Remind me

I was taught by a friend to learn from the book of Psalm when I am struggling and in pain. I read them and identify with them, sometimes even garner hope from them. In them I find myself, and my present condition, is not unique: the human soul hurts & searches for the One who helps, from antiquity until today.

In the book of Psalm, I find reminders, of both someone else's experience written down but also of my own. I know God has heard me before and strengthened me. Perhaps He has heard me this time, too, I just lack perspective being stuck in the middle of this mud.

Yesterday I chose to go to a gathering at Hope. No one greeted me coming in the door. I winced watching everyone talking, in relationship, as I weaved my way around them. I considered going out a side door really. My immediate reaction was, "What's the point?" Still, I recognize that I had to own some of my alone-ness. I had been absent, silent.

Slipping into a dark auditorium with seats open was a relief. No struggle needed. The music and message were good reminders of God being faithful, not simply to us but to His character. And then...the after.

I had been spotted. A kind older gentleman noted that he had not seen me lately and asked if I had whipped my new job into shape. The last things I wanted to talk about. I tried to smile politely before fumbling an excuse about needing to talk to someone urgently. He probably wonders what is wrong with me or why I snubbed him.

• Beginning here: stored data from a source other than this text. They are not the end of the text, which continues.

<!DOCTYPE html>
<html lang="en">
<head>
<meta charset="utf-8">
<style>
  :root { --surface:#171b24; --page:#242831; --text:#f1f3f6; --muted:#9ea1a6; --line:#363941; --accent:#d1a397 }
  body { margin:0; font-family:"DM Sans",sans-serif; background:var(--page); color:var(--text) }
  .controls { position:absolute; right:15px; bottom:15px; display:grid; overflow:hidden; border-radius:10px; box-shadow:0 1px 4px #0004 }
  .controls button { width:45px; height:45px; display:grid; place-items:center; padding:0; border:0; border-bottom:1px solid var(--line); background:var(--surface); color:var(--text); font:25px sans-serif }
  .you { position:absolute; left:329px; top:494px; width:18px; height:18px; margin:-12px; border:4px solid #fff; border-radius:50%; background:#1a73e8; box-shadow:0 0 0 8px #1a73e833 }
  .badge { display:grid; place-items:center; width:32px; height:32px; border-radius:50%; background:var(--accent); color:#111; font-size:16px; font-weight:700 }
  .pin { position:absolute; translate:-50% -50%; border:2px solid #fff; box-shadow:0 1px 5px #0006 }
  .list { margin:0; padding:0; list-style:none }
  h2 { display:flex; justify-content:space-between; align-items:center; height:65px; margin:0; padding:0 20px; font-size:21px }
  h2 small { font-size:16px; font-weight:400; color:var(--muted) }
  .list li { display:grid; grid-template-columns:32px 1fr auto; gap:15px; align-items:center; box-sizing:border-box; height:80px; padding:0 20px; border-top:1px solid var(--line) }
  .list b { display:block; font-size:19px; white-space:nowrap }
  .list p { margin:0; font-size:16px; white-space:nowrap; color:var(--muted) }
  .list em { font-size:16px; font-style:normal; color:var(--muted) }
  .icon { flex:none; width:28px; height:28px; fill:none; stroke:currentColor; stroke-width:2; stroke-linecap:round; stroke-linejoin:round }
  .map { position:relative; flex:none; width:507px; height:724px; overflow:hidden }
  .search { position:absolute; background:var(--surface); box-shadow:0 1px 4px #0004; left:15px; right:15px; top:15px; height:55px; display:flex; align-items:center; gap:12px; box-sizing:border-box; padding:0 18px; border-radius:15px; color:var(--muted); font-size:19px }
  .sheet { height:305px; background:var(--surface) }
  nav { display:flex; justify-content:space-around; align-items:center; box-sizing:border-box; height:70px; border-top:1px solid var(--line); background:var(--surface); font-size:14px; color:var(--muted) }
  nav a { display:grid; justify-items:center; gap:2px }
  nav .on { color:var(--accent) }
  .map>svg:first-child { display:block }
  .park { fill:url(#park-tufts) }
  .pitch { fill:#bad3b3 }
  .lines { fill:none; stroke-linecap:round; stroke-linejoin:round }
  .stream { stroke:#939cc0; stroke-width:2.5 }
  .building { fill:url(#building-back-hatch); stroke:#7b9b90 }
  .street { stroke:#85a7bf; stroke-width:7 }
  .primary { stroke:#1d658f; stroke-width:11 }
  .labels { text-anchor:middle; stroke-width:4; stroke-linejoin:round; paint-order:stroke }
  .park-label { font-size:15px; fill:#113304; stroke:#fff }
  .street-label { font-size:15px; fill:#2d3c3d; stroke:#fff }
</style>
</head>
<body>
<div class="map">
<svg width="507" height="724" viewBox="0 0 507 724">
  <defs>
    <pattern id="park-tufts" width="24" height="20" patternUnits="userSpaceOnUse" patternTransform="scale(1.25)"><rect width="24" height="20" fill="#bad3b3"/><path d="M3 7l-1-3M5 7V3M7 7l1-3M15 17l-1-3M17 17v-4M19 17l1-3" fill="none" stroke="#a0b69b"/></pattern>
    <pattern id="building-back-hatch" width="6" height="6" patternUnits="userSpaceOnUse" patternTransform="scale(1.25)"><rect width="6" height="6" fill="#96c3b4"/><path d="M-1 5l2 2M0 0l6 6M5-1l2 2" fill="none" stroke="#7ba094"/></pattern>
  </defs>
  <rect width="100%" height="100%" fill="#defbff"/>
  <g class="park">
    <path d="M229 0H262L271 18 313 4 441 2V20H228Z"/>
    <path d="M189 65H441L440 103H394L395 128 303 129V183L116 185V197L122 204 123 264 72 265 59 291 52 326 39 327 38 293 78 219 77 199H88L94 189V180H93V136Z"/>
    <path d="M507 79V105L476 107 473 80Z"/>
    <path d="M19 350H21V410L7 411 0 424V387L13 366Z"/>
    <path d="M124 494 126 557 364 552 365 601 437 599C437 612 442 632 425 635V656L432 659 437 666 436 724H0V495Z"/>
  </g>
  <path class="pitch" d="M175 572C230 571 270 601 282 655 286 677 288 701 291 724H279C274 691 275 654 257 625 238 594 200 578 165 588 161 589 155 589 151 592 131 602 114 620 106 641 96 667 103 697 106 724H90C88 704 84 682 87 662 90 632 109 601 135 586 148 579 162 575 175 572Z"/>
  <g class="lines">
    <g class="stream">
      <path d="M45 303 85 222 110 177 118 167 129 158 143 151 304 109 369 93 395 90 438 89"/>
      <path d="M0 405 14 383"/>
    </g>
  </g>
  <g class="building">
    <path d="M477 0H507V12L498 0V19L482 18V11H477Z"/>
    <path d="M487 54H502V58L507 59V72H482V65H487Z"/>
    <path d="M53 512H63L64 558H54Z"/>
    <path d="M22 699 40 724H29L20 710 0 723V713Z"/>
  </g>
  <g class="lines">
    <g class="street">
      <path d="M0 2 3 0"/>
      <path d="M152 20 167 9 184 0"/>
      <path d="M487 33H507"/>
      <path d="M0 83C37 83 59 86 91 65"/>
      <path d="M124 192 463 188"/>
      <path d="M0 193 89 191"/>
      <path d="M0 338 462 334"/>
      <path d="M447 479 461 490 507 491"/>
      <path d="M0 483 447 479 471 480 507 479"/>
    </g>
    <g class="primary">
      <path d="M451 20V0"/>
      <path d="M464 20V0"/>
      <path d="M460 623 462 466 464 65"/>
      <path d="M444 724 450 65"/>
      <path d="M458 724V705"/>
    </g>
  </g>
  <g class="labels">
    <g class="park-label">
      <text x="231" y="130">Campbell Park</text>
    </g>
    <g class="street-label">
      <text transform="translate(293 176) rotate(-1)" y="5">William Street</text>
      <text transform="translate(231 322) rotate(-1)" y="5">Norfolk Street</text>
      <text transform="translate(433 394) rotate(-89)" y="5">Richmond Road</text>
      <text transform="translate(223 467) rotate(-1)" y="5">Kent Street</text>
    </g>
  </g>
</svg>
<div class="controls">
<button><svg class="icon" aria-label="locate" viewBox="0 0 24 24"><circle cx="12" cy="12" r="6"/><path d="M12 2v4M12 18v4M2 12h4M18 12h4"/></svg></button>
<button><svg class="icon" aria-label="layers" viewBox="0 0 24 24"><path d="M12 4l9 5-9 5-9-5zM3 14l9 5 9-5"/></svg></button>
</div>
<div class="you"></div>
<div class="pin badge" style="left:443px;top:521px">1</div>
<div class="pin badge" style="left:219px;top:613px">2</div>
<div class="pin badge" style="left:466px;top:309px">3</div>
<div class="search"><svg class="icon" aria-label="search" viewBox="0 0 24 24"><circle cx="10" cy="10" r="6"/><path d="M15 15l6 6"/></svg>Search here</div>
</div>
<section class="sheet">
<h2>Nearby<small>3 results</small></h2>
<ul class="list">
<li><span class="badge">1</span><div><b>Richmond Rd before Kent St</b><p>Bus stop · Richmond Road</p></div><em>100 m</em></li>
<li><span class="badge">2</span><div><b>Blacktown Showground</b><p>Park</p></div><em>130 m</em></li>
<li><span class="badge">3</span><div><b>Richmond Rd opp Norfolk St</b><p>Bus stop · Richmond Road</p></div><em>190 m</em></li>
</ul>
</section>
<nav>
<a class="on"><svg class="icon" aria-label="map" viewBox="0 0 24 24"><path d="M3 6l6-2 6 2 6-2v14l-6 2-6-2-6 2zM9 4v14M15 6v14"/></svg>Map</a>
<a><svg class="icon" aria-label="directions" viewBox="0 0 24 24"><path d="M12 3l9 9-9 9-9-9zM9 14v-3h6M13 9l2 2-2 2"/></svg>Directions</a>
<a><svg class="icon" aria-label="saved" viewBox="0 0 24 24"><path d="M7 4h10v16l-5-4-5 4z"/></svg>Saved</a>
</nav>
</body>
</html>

Another asked about a sponsorship opportunity that I had meant to do earlier. I didn't even apologize; I had done that before. I just gave some money. She thanked me and said she hoped I was doing well.

Are there people who tell the truth?

No, I have not whipped my job into shape and it is kicking my butt currently.

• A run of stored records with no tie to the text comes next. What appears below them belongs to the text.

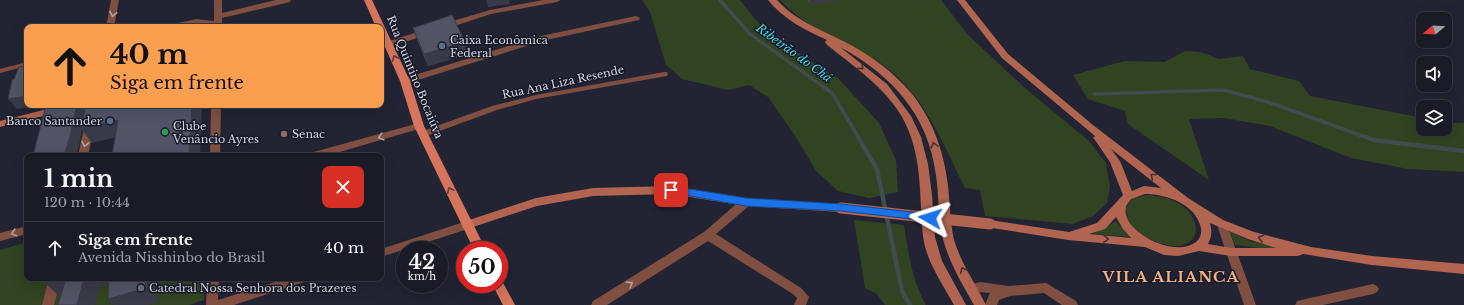 <!DOCTYPE html>
<html lang="pt">
<head>
<meta charset="utf-8">
<style>
  body { margin:0; font-family:"Libre Baskerville",serif; background:#272832; color:#f1f3f6; height:100vh; display:flex; flex-direction:column; font-size:15px; white-space:nowrap }
  * { box-sizing:border-box; margin:0 }
  p { font-size:13px; color:#9fa1a7 }
  .icon { flex:none; width:22px; height:22px; fill:none; stroke:currentColor; stroke-width:2; stroke-linecap:round; stroke-linejoin:round }
  .map { position:relative; flex:1; overflow:hidden }
  .side { position:absolute; left:24px; top:153px; width:360px; height:128px; display:flex; flex-direction:column; background:#1a1b26; border-radius:8px; box-shadow:0 4px 16px #0002,0 0 0 1px #383943 }
  .side>* { flex:none }
  .guide { position:absolute; left:24px; top:24px; width:360px; height:84px; border-radius:8px; box-shadow:0 4px 16px #0002,0 0 0 1px #383943; background:#fa9f4f; color:#111; overflow:hidden }
  .needle { width:26px; rotate:252deg }
  .controls { position:absolute; left:1416px; top:12px; display:grid; gap:8px }
  .controls a { display:grid; place-items:center; width:36px; height:36px; border-radius:8px; background:#1a1b26; box-shadow:0 4px 16px #0002,0 0 0 1px #383943; font-size:20px }
  .speed { position:absolute; left:396px; top:241px; display:flex; gap:8px; font-size:20px; font-weight:700; text-align:center }
  .speed>* { display:grid; place-content:center; width:52px; height:52px; border-radius:50%; background:#1a1b26; box-shadow:0 4px 16px #0002,0 0 0 1px #383943; line-height:1 }
  .speed small { font-size:10px; font-weight:400 }
  .speed .limit { border:6px solid #d22; background:#fff; color:#111 }
  .pin { position:absolute; display:grid; place-items:center; width:34px; height:34px; color:#fff; margin:-17px; border-radius:8px; box-shadow:0 2px 6px #0006 }
  .me { position:absolute; width:44px; margin:-22px; rotate:276deg; stroke-linejoin:round; filter:drop-shadow(0 0 3px #0008) }
  .turn { display:flex; align-items:center; gap:14px; height:84px; padding:0 20px; font-size:18px }
  .turn .icon { width:52px; height:52px; stroke-width:2.5 }
  .turn b { display:block; font-size:28px; line-height:34px }
  .round { display:grid; place-items:center; flex:none; width:42px; height:42px; border-radius:8px; background:#272832 }
  .headline { display:flex; align-items:center; justify-content:space-between; height:68px; padding:0 20px }
  h1 { font-size:24px; font-weight:700; line-height:30px }
  ul { padding:0; list-style:none }
  li { display:flex; align-items:center; gap:12px; height:52px; padding:0 20px; border-top:1px solid #383943 }
  li div { flex:1 }
  li b { display:block; font-size:15px }
  li em { font-style:normal }
  .map>svg:first-child { display:block }
</style>
</head>
<body>
<div class="map">
<svg width="1464" height="305" viewBox="0 0 1464 305">
  <rect width="100%" height="100%" fill="#232433"/>
  <g fill="#314321">
    <path d="M642,0h98l14,18 19,19 65,41 41,45 17,37 2,32 -29,6 -31,-7 -22,-20 -20,-34 -28,-40 -19,-12 -21,5 -46,-11 -16,-14 -16,-53z"/>
    <path d="M780,0h161l26,34 59,55 63,52 17,22 4,24 -3,16 -14,13 -20,8 -88,-8 -5,-26 -15,-2c-22,-44 -42,-97 -85,-125 -32,-21 -73,-33 -100,-63z"/>
    <path d="M1185,51l16,1 18,7 24,-3 7,13 49,12 11,15 113,22v11h22v-6h19v49l-56,-3 -57,-11 -81,-32 -46,-8 -35,1 20,61 -81,-56 -3,-13 -37,-12 -15,-24 52,-14 40,1z"/>
    <path d="M1147,195c66,2 65,76 -2,42 -11,-6 -19,-16 -19,-29l6,-10z"/>
    <path d="M854,220l50,5c4,26 8,56 22,80h-41l-8,-11 -12,-6z"/>
    <path d="M1116,221l14,16 -38,-3z"/>
    <path d="M1229,231l21,10 33,7 1,3 -49,-6z"/>
    <path d="M27,242v36h177v22l-15,5h-189v-55z"/>
  </g>
  <g fill="none" stroke-linecap="round" stroke-linejoin="round">
    <g stroke="#424b4e" stroke-width="3.5">
      <path d="M720,0l30,34 82,59 27,45"/>
      <path d="M1094,94l130,-4 47,13 97,35"/>
    </g>
    <g stroke="#424b4e" stroke-width="4.5">
      <path d="M858,137l19,32 25,122 8,14"/>
      <path d="M1366,137l7,3 91,11"/>
    </g>
    <g fill="#7f4f42" fill-rule="evenodd">
      <path d="M27,62v4l-27,7v-4z"/>
      <path d="M664,72h3l1,2 -1,2 -131,23 -39,11 -71,26h-6l-1,-2 1,-2 72,-26 44,-11z"/>
    </g>
    <g fill="#7f4f42" fill-rule="evenodd">
      <path d="M111,0h8l-5,27h-8z"/>
      <path d="M214,0h8v13l54,-13h15l-1,2 -68,16v5l-2,2 1,2h-9l-10,-4 -20,4h-14l1,-2 27,-6 18,2z"/>
      <path d="M543,0h18l-4,2 -66,12 -49,16 -4,-3 1,-2 51,-15z"/>
      <path d="M636,16l4,2 -1,2 -93,20 -141,44 -5,-3 2,-2 139,-43z"/>
      <path d="M427,29l3,1v4l-41,13 -4,-3 1,-2z"/>
      <path d="M89,105h10l-11,51h-10z"/>
      <path d="M211,105h10l-1,51h-10z"/>
      <path d="M419,123l5,3 -2,2 -96,28h-17l1,-3z"/>
      <path d="M746,198l4,1 1,3 -1,3 -34,29 85,54 8,9 -3,8h-12l3,-7 -4,-4 -85,-53 -101,64h-16l2,-4 111,-69 38,-33z"/>
      <path d="M467,221l4,1 1,3 -1,3 -90,29v-8z"/>
      <path d="M1222,221l4,1 1,3 29,80h-12l-27,-80 1,-3z"/>
      <path d="M27,226v8l-27,7v-8z"/>
      <path d="M49,278h12l-7,27h-12z"/>
      <path d="M207,278h12l-1,22 70,-22h21l-2,3 -73,24h-28z"/>
      <path d="M980,282l29,4 37,-3 30,18 2,4h-16l-18,-12 -34,3 -11,4 -2,5h-12l5,-12 -23,-2 -2,-3 2,-3z"/>
      <path d="M1373,284l4,2 2,3 -2,3 -4,2 -50,11h-28l2,-4 4,-1z"/>
    </g>
    <g fill="#b16551" fill-rule="evenodd">
      <path d="M768,0h9c18,20 42,29 66,41 22,11 44,26 61,44 26,27 40,64 44,101 2,18 2,36 6,54 7,23 21,43 32,65h-12c-12,-21 -25,-43 -31,-66 -5,-21 -4,-43 -7,-64 -8,-60 -43,-99 -96,-128l47,37 24,32 10,21 7,27 4,31 3,42 7,24 24,44h-12c-12,-22 -28,-44 -31,-69 -4,-41 0,-82 -21,-119 -18,-31 -49,-51 -76,-73l-1,-2 2,-2c-22,-10 -44,-21 -59,-40z"/>
      <path d="M957,0h8l43,54 85,71 95,73 35,22 31,12 57,15 61,9 92,8v10l-92,-9 -69,-11 -5,2h-67l-32,-5 -21,5 -14,-1 -19,-8 -77,-7 -82,-13 -1,-3 1,-3 4,-1 79,12 28,-9 26,-28 -13,-33 -15,-22 -2,-2 2,-2 -93,-78zM1111,149l50,39 -17,-2 -12,5 -12,-30zM1145,194c21,0 51,10 56,34 1,5 -1,11 -5,14 -19,15 -64,-5 -70,-27 -1,-3 0,-6 0,-9l5,-7zM1116,217l7,12 8,9 -42,-4 16,-5zM1210,223l38,16 28,9h-45l-23,-4c4,-7 4,-13 2,-21z"/>
      <path d="M63,105h18l-2,2 -79,20v-6z"/>
      <path d="M671,186l75,12 95,6 4,1 1,3 -1,3 -4,1 -95,-6 -75,-12 -78,2 -56,10 -70,23 -4,-1 -1,-3 1,-3 73,-24 57,-10z"/>
    </g>
    <g fill="#d7755c" fill-rule="evenodd">
      <path d="M364,0h8l38,81 14,45 62,124h-12l-60,-124 -14,-45 -19,-43v-11h-5z"/>
      <path d="M499,280l3,1 13,24h-12l-11,-21h7z"/>
    </g>
    <path stroke="#b16551" stroke-width="11" d="M841,208l149,16"/>
  </g>
  <g fill="#474757">
    <path d="M808,0h33l-31,4z"/>
    <path d="M413,28l56,26 -41,12 -11,-26z"/>
  </g>
  <g fill="#393a47">
    <path d="M486,0h23l1,4 -22,3z"/>
    <path d="M810,0h31l-31,4z"/>
    <path d="M465,42l4,12 -41,12 -4,-12z"/>
    <path d="M381,80l4,10 -4,2z"/>
    <path d="M27,96v9h20l-30,4 -9,-10z"/>
    <path d="M77,105h7l3,4 31,11 11,14 -37,9 -10,-13 -3,16 -3,10h-12z"/>
    <path d="M192,105h10l-2,51h-11z"/>
    <path d="M56,278h13l12,12 -23,5 -15,-14z"/>
    <path d="M84,278h38l1,1 -23,6 -5,20h-20z"/>
    <path d="M146,278h14l-2,24 -9,3h-36l-5,-6z"/>
  </g>
  <g fill="#525365" stroke="#393a47">
    <path d="M452,15l13,27 -41,12 -11,-26z"/>
    <path d="M27,65v31l-19,3 4,-19 2,-1 5,-12z"/>
    <path d="M46,105h31l-7,31 -6,20h-31z"/>
    <path d="M86,105h106l-3,51h-77l6,-36 -37,8z"/>
    <path d="M318,154l1,2h-9z"/>
    <path d="M44,278h12l-13,3z"/>
    <path d="M66,278h18l-7,27h-19z"/>
    <path d="M109,278h37v10l-38,11z"/>
  </g>
  <defs><path id="oneway-chevron" d="M-2-3.5L2.5 0L-2 3.5" fill="none" stroke-width="1.6" stroke-linecap="round" stroke-linejoin="round"/></defs>
  <g stroke="#b19fa0">
    <use href="#oneway-chevron" transform="translate(113 14) rotate(101)"/>
    <use href="#oneway-chevron" transform="translate(381 137) rotate(164)"/>
    <use href="#oneway-chevron" transform="translate(85 144) rotate(102)"/>
    <use href="#oneway-chevron" transform="translate(14 233) rotate(165)"/>
    <use href="#oneway-chevron" transform="translate(630 284) rotate(-33)"/>
  </g>
  <g stroke="#653e3d">
    <use href="#oneway-chevron" transform="translate(395 58) rotate(-113)"/>
    <use href="#oneway-chevron" transform="translate(450 190) rotate(-116)"/>
  </g>
  <g stroke="#473035">
    <use href="#oneway-chevron" transform="translate(861 67) rotate(40)"/>
    <use href="#oneway-chevron" transform="translate(934 145) rotate(-105)"/>
    <use href="#oneway-chevron" transform="translate(1153 176) rotate(-142)"/>
    <use href="#oneway-chevron" transform="translate(1261 238) rotate(-165)"/>
    <use href="#oneway-chevron" transform="translate(1106 239) rotate(4)"/>
    <use href="#oneway-chevron" transform="translate(963 270) rotate(-115)"/>
  </g>
  <path fill="#1a73e8" stroke="#114b97" d="M671,186l75,12 95,6 89,10 5,4 -5,3 -89,-10 -95,-5 -78,-14 -2,-2z"/>
  <g fill="#5c6f8a" stroke="#191a29" stroke-width="1.5">
    <circle cx="442" cy="46" r="4"/>
    <circle cx="110" cy="121" r="4"/>
  </g>
  <circle fill="#2e9e5b" stroke="#191a29" stroke-width="1.5" cx="165" cy="132" r="4"/>
  <circle fill="#8d6e63" stroke="#191a29" stroke-width="1.5" cx="284" cy="134" r="4"/>
  <circle fill="#6b7280" stroke="#191a29" stroke-width="1.5" cx="141" cy="288" r="4"/>
  <g text-anchor="middle" stroke-width="3" stroke-linejoin="round" paint-order="stroke">
    <g font-size="11" fill="#d3d5df" stroke="#191a29" text-anchor="start">
      <text x="450" y="44">Caixa Econômica<tspan x="450" dy="13">Federal</tspan></text>
      <text x="102" y="125" text-anchor="end">Banco Santander</text>
      <text x="173" y="130">Clube<tspan x="173" dy="13">Venâncio Ayres</tspan></text>
      <text x="292" y="138">Senac</text>
      <text x="149" y="292">Catedral Nossa Senhora dos Prazeres</text>
    </g>
    <g font-size="11" fill="#d3d5df" stroke="#191a29">
      <text transform="translate(415 77) rotate(68)" y="4">Rua Quintino Bocaiúva</text>
      <text transform="translate(563 82) rotate(-12)" y="4">Rua Ana Liza Resende</text>
    </g>
    <g font-size="12" font-style="italic" fill="#45d7e1" stroke="#191a29">
      <text transform="translate(794 53) rotate(36)" y="4">Ribeirão do Chá</text>
    </g>
    <g font-size="15" font-weight="bold" letter-spacing="1" fill="#f3b280" stroke="#191a29">
      <text x="1171" y="282">VILA ALIANCA</text>
    </g>
  </g>
</svg>
<div class="controls">
<a><svg class="needle" viewBox="-14 -14 28 28"><path d="M0-13l5 13h-10z" fill="#e53935"/><path d="M0 13l5-13h-10z" fill="#9fa1a7"/></svg></a>
<a><svg class="icon" aria-label="sound" viewBox="0 0 24 24"><path d="M4 9h4l5-4v14l-5-4H4zM17 9q2 3 0 6"/></svg></a>
<a><svg class="icon" aria-label="layers" viewBox="0 0 24 24"><path d="M12 4l9 5-9 5-9-5zM3 14l9 5 9-5"/></svg></a>
</div>
<div class="speed"><div>42<small>km/h</small></div><div class="limit">50</div></div>
<div class="pin" style="left:671px;top:190px;background:#d93025"><svg class="icon" aria-label="arrive" viewBox="0 0 24 24"><path d="M6 21V4h12l-3 4 3 4H6"/></svg></div>
<svg class="me" style="left:930px;top:218px" viewBox="-20 -20 40 40"><path d="M0-17L14 15 0 8-14 15z" fill="#1a73e8" stroke="#fff" stroke-width="4"/></svg>
<div class="guide">
<div class="turn"><svg class="icon" aria-label="ahead" viewBox="0 0 24 24"><path d="M12 20V5M6 11l6-6 6 6"/></svg><div><b>40 m</b>Siga em frente</div></div>
</div>
<section class="side">
<div class="headline"><div><h1>1 min</h1><p>120 m · 10:44</p></div><a class="round" style="background:#d93025;color:#fff"><svg class="icon" aria-label="close" viewBox="0 0 24 24"><path d="M6 6l12 12M18 6L6 18"/></svg></a></div>
<ul>
<li><svg class="icon" aria-label="ahead" viewBox="0 0 24 24"><path d="M12 20V5M6 11l6-6 6 6"/></svg><div><b>Siga em frente</b><p>Avenida Nisshinbo do Brasil</p></div><em>40 m</em></li>
</ul>
</section>
</div>
</body>
</html>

No, it isn't really a step up but I am making it work.

No, I am not doing well but I am actually trying to just hold on to all my pieces in hopes that I can put them back together later.

No, I am lost and I am scared and this conversation is so banal that I don't know what to say.

Yeah. I don't tell the truth. It would be messy. It would be unkind. It would be painful. I also want to be careful not to focus on MY truth.

This isn't a form of justifying untruths but a cautious approach to perspective. I need reminding that God is faithful, that He is just, that He cares for me. I need reminding that my heart is cluttered and can be lied to by the world or misunderstand things while nursing its pain. I need reminding that God's way is good for me, even if it isn't always pleasant. I need reminding that I am not alone and my pain is not unique.

I return again to Psalm much the same as I return again to the gathering of believers. I need the reminders as I need the people. Perhaps I will have the reminder for their own questions someday.